## Your objective
Which lines of the material contain the word "Saffa"? Show each one.
++++ Listed records ++++
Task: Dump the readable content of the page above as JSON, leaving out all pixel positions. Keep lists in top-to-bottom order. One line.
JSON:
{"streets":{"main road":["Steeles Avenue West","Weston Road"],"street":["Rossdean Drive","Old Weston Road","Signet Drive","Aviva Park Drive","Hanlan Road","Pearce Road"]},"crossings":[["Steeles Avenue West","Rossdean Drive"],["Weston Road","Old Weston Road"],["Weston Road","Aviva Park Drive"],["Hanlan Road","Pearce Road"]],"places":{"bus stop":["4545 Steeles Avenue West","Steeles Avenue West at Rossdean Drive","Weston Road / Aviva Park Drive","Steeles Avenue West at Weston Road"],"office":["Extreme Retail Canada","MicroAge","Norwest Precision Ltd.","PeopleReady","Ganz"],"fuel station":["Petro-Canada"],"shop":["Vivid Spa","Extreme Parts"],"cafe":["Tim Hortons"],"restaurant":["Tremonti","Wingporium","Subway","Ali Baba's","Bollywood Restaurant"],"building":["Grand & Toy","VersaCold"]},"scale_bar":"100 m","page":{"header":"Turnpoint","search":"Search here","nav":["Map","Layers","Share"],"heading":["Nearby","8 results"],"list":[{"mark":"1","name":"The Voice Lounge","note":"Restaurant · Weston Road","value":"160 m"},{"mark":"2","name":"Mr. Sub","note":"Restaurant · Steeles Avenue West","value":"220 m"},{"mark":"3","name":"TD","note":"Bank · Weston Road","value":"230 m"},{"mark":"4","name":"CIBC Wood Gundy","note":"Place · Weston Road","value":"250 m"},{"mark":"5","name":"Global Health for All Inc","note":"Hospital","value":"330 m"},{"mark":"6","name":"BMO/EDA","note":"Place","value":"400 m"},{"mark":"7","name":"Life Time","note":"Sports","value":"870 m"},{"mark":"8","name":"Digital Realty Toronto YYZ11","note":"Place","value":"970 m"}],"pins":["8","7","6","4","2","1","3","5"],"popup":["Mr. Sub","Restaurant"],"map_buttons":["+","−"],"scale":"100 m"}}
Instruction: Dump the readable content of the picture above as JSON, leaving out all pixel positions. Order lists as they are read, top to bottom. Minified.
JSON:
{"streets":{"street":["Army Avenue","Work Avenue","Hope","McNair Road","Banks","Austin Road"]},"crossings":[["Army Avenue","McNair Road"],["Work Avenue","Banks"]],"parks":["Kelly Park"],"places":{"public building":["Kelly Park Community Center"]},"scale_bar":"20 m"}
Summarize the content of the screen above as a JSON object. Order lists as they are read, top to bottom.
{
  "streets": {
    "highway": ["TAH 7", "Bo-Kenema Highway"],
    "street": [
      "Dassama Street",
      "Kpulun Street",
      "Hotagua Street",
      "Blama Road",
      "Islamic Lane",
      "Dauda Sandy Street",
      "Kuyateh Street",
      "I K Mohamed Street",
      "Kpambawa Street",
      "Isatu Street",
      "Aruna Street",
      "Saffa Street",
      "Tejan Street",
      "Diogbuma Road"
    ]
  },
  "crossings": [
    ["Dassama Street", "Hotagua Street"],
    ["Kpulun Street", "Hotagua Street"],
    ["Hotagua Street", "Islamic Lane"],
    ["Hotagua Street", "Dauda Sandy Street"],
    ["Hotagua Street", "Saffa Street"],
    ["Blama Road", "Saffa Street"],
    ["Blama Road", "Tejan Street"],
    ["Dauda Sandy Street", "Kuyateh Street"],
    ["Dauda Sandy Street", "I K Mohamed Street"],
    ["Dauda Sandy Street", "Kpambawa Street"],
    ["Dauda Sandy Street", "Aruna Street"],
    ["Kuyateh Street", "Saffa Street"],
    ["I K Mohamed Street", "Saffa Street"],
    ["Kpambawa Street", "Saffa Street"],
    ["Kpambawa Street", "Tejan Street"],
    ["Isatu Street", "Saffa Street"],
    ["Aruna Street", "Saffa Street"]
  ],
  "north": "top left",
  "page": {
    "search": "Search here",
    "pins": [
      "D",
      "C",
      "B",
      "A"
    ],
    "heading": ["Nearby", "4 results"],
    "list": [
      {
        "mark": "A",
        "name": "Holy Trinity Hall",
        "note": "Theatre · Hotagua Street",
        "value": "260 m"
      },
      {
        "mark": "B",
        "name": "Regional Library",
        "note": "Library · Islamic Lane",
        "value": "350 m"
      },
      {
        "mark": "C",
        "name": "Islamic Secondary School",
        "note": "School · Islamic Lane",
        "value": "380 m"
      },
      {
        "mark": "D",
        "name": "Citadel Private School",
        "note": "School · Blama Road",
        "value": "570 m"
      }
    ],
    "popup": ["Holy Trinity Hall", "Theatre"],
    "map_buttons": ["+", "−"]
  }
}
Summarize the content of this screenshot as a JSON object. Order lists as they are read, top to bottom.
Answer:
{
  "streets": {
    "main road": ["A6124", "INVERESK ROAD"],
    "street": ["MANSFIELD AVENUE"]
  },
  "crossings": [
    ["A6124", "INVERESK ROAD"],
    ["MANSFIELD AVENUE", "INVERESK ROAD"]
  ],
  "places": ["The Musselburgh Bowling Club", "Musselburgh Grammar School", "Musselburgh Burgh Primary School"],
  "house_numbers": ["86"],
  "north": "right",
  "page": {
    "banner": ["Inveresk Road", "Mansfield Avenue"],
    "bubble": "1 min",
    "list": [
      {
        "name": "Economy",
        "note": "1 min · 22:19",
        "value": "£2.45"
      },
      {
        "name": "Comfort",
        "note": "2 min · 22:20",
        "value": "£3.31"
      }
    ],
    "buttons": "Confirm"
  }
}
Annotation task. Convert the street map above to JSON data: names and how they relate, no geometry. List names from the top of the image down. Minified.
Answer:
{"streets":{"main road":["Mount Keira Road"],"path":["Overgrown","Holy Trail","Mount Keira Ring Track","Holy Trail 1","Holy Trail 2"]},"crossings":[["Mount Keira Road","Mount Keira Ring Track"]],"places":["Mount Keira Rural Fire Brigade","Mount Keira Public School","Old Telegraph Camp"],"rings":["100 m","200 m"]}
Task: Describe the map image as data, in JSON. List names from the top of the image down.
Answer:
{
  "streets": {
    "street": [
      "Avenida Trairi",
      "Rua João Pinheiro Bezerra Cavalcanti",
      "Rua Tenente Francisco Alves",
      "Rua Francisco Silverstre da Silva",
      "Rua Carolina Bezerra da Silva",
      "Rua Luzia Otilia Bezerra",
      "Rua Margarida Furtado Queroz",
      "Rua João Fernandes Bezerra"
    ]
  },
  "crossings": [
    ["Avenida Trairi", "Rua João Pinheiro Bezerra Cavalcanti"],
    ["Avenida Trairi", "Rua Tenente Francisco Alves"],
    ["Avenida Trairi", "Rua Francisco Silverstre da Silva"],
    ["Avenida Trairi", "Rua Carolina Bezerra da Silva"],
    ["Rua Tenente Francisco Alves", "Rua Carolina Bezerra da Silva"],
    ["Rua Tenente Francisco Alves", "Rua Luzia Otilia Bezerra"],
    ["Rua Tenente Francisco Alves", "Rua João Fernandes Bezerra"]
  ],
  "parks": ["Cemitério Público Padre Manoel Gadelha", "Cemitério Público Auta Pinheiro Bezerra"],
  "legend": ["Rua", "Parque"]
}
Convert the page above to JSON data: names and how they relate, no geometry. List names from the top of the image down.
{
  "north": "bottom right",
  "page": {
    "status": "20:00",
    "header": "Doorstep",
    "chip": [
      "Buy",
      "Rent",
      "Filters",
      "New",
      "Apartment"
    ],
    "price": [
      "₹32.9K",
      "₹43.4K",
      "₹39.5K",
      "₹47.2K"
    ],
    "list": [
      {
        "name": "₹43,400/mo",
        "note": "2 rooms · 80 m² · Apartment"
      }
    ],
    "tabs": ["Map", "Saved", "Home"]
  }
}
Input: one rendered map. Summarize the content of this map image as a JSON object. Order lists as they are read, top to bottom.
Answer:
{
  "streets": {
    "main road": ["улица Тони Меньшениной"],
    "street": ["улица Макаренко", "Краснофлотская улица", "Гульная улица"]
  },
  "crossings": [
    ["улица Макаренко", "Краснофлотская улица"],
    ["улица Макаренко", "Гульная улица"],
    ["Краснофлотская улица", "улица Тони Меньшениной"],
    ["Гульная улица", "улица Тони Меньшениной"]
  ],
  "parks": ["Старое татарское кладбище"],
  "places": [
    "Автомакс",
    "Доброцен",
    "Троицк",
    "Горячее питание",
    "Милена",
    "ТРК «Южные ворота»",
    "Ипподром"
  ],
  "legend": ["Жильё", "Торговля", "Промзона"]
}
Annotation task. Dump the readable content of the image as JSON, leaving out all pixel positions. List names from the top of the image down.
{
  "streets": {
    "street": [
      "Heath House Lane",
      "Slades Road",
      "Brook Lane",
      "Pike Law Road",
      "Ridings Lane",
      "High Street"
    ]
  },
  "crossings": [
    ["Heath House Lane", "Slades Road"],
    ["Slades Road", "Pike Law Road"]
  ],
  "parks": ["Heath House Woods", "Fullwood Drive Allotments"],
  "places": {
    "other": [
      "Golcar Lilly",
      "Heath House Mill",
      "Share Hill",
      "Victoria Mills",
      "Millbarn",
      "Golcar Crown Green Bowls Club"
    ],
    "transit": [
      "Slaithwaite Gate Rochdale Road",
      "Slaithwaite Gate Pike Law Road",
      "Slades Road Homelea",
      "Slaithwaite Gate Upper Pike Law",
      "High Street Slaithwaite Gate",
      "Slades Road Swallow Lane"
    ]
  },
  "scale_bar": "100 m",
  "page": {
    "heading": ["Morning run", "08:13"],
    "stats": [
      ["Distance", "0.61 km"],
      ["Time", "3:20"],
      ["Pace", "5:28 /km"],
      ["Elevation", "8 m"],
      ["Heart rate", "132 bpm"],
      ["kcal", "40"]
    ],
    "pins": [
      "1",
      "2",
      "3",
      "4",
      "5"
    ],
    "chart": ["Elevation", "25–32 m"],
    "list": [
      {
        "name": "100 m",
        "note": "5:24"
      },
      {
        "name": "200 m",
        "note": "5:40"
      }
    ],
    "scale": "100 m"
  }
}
++++
## Answer to this exercise
      "Saffa Street",
    ["Hotagua Street", "Saffa Street"],
    ["Blama Road", "Saffa Street"],
    ["Kuyateh Street", "Saffa Street"],
    ["I K Mohamed Street", "Saffa Street"],
    ["Kpambawa Street", "Saffa Street"],
    ["Isatu Street", "Saffa Street"],
    ["Aruna Street", "Saffa Street"]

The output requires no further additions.